What is required >>
Would you please copy each line below that includes the string "JSON"?

Data to use >>
..........
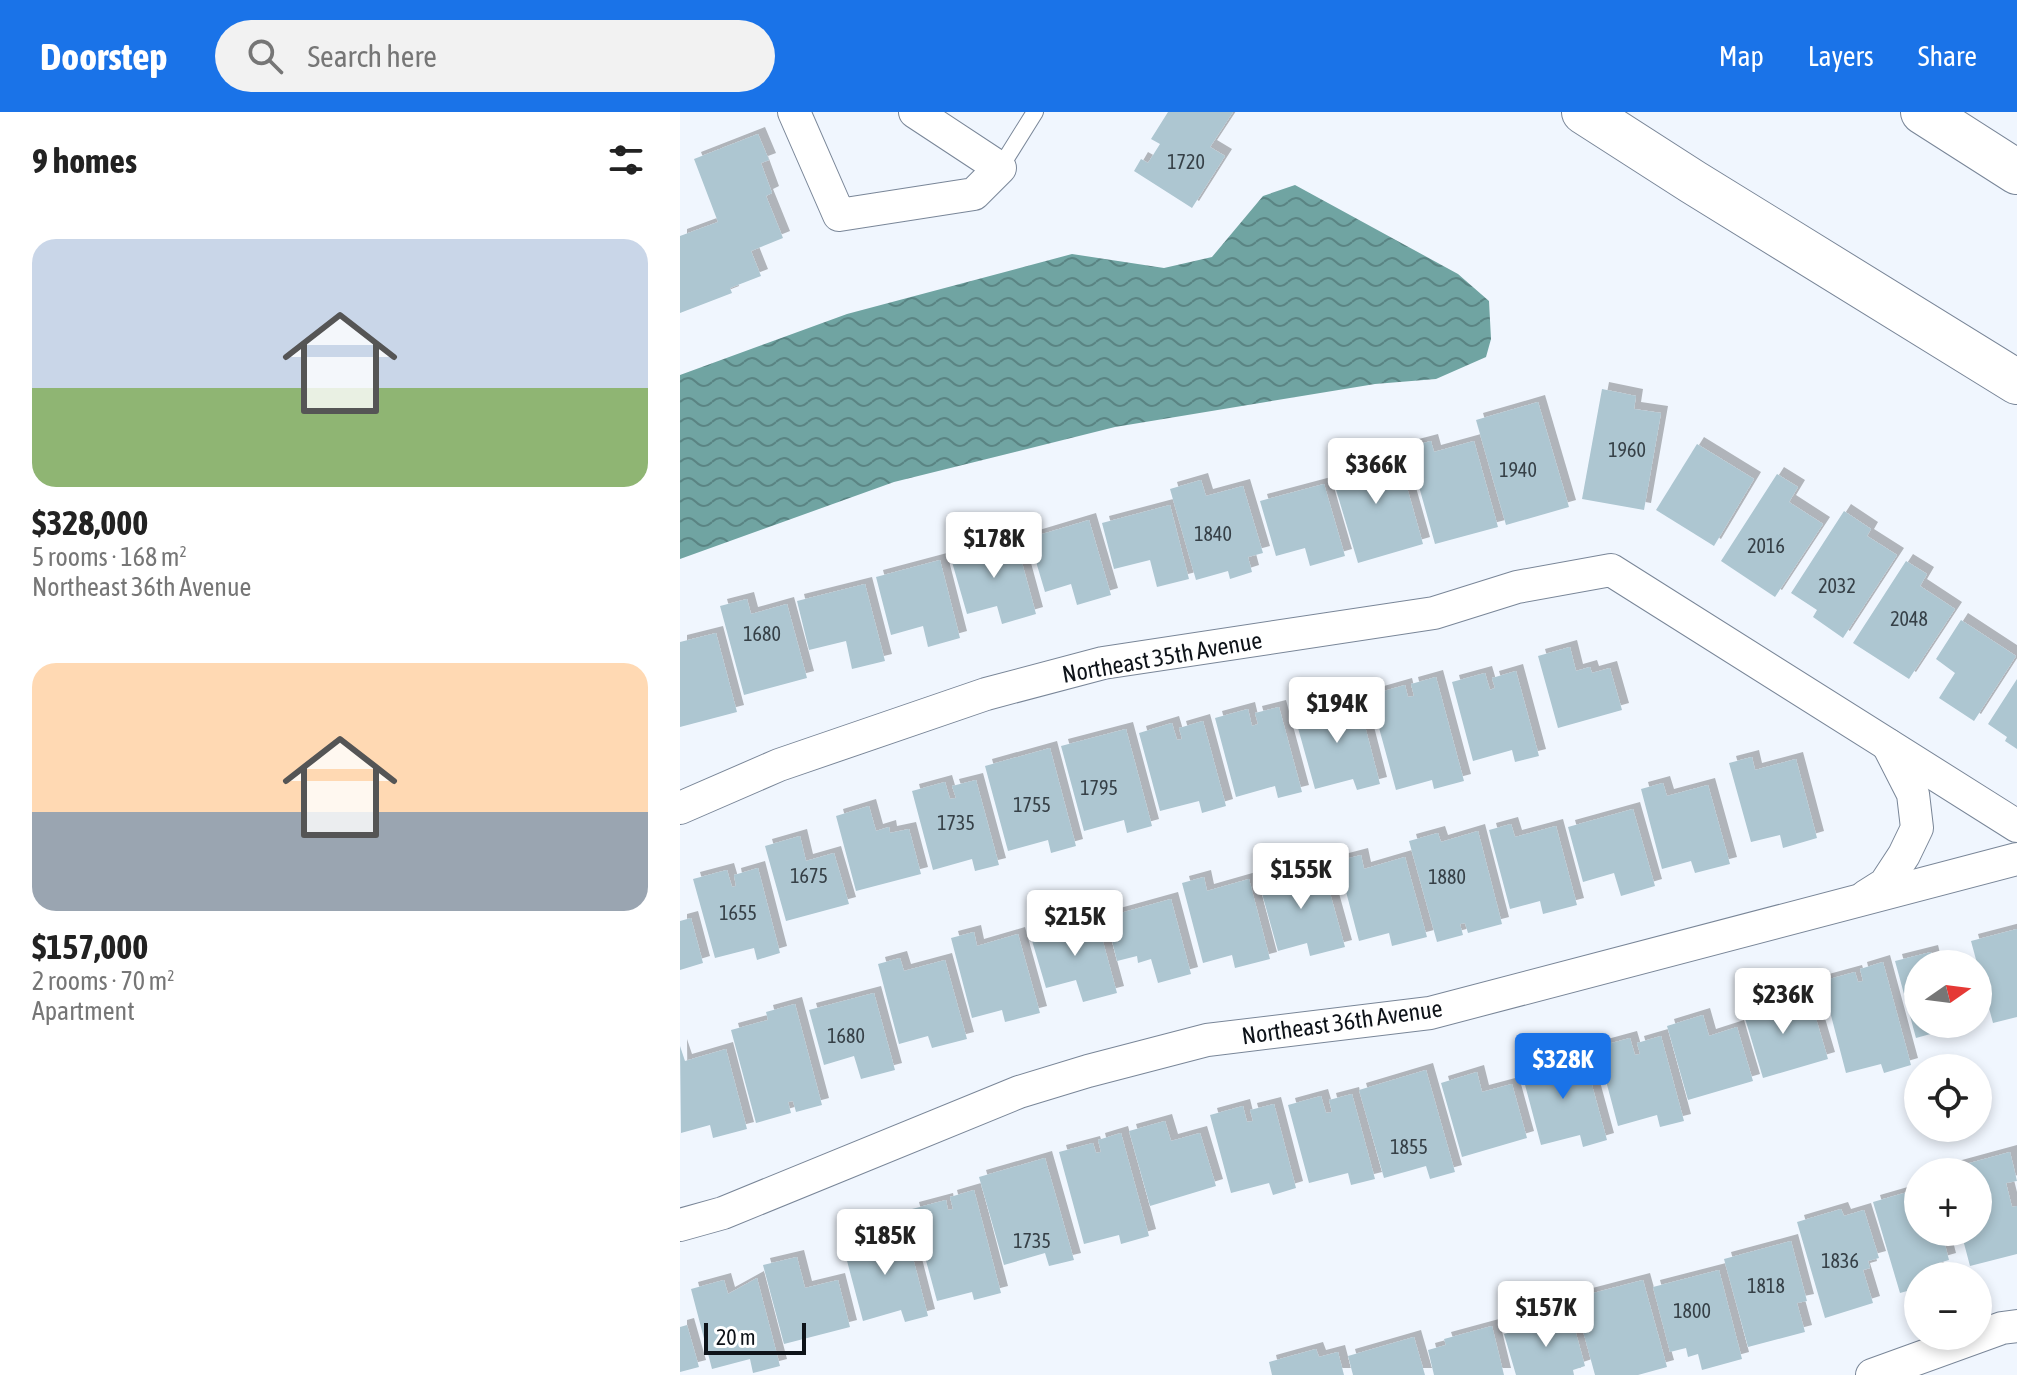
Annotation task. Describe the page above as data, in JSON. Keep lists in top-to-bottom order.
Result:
..........
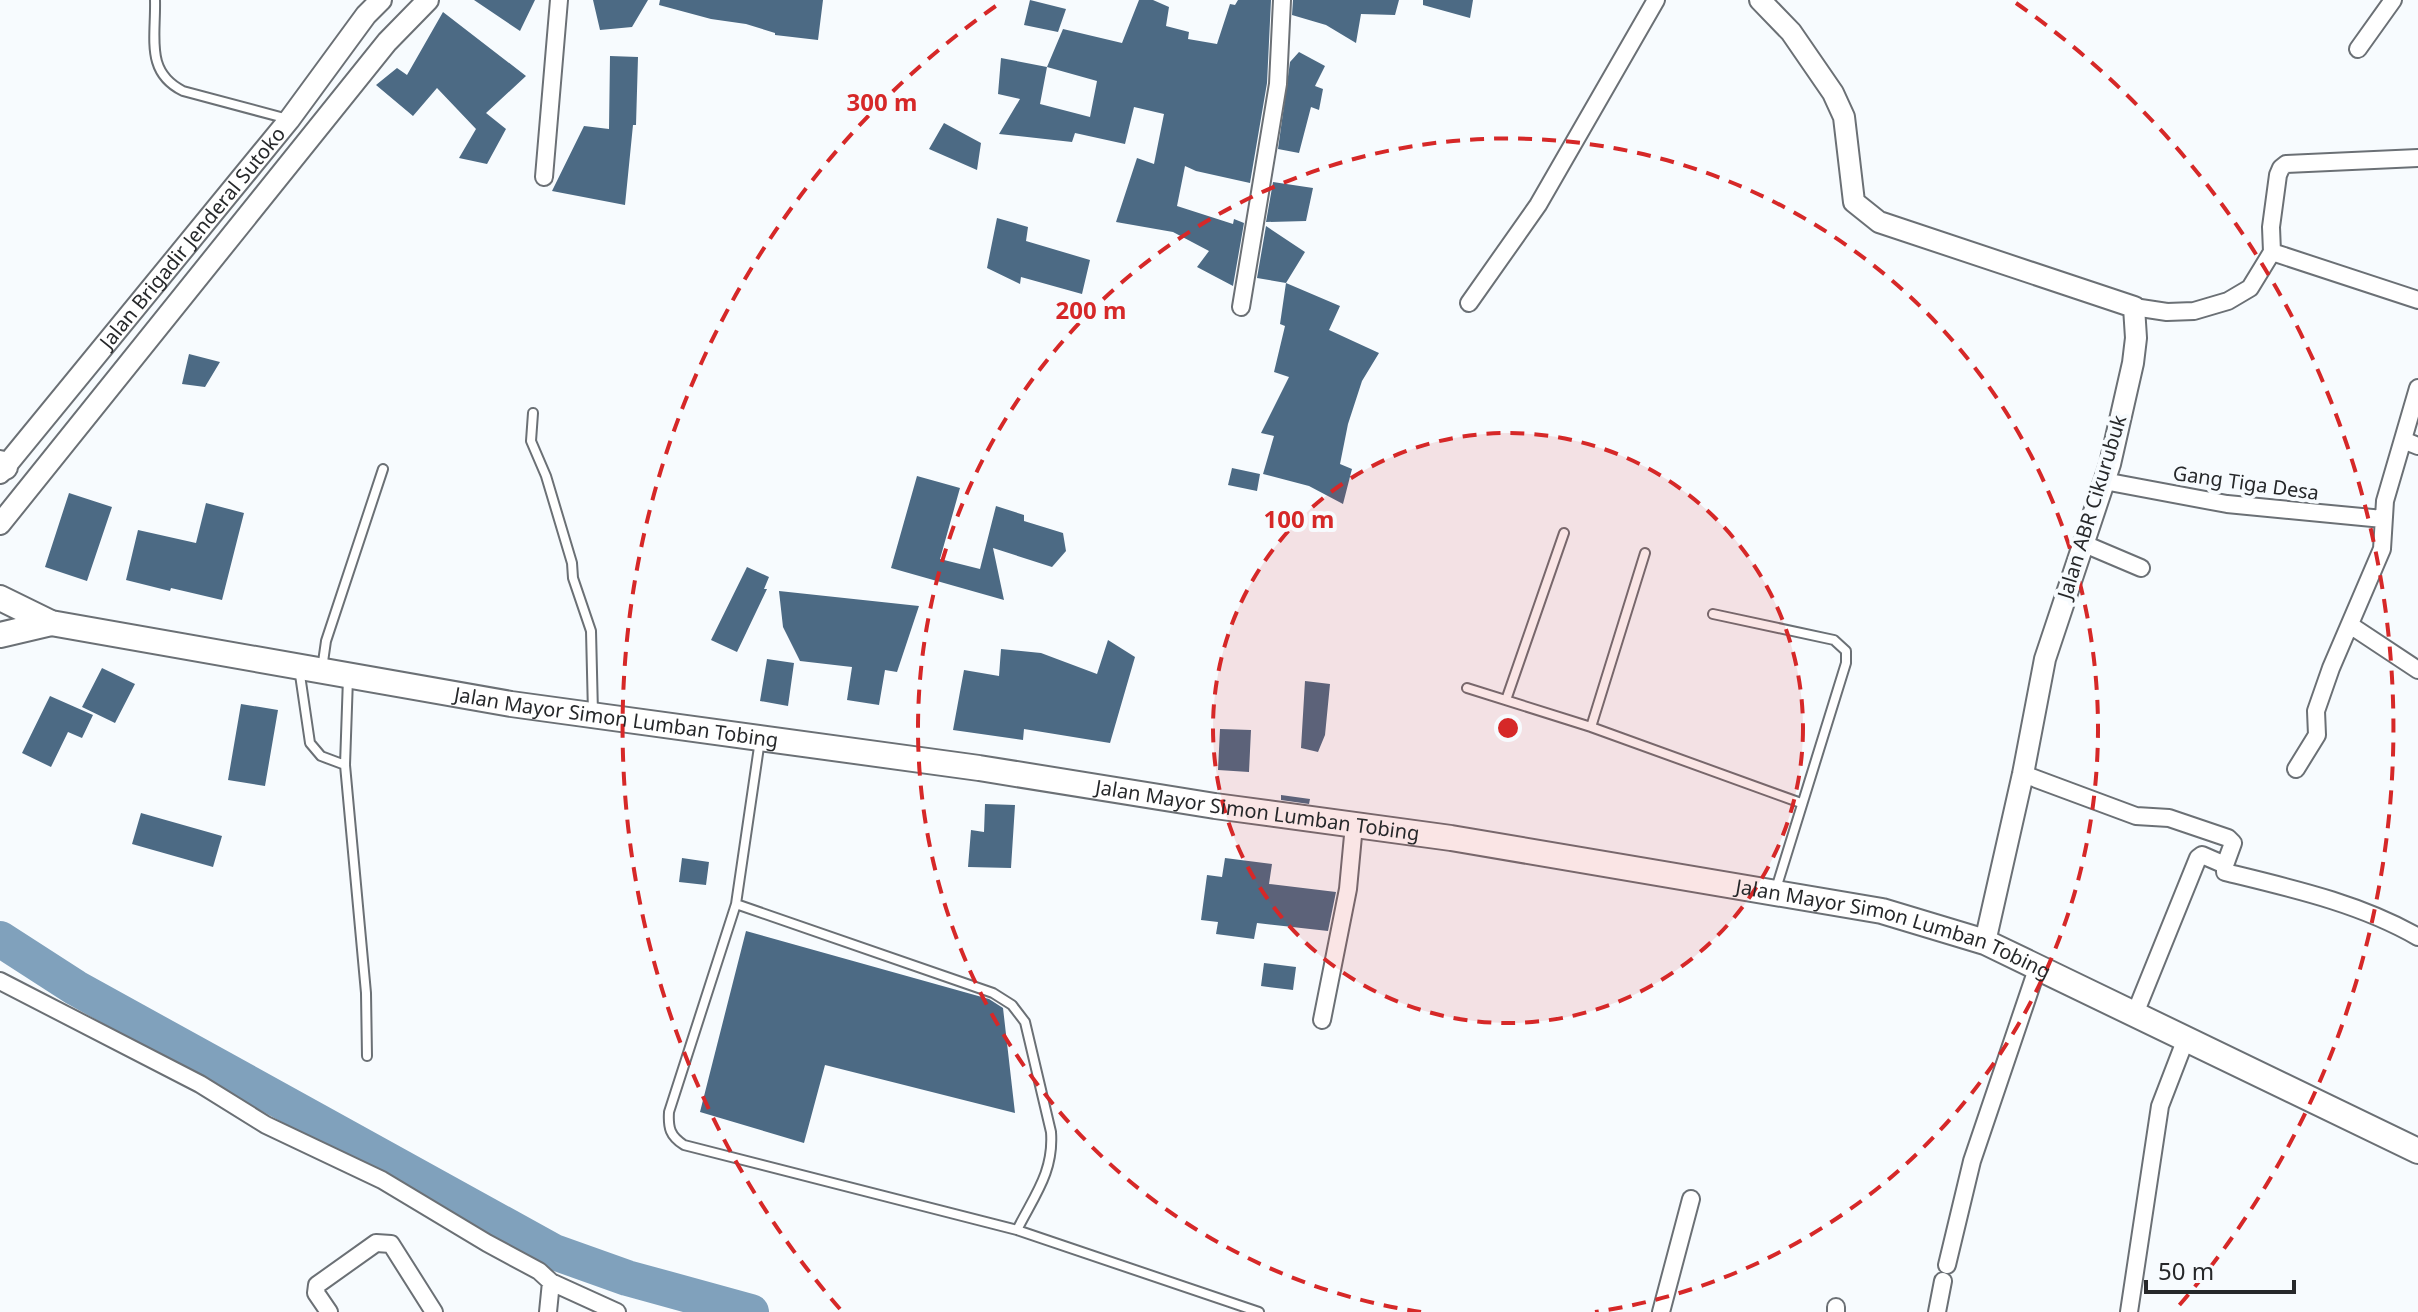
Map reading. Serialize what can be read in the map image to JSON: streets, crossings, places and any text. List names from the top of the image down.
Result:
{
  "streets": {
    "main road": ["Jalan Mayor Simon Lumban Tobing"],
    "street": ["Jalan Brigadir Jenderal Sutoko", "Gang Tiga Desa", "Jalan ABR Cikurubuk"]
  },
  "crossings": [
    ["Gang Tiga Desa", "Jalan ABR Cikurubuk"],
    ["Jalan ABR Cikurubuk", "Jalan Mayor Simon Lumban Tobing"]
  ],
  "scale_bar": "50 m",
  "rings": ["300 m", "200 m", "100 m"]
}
..........
Result of the task >>
Annotation task. Describe the page above as data, in JSON. Keep lists in top-to-bottom order.
Map reading. Serialize what can be read in the map image to JSON: streets, crossings, places and any text. List names from the top of the image down.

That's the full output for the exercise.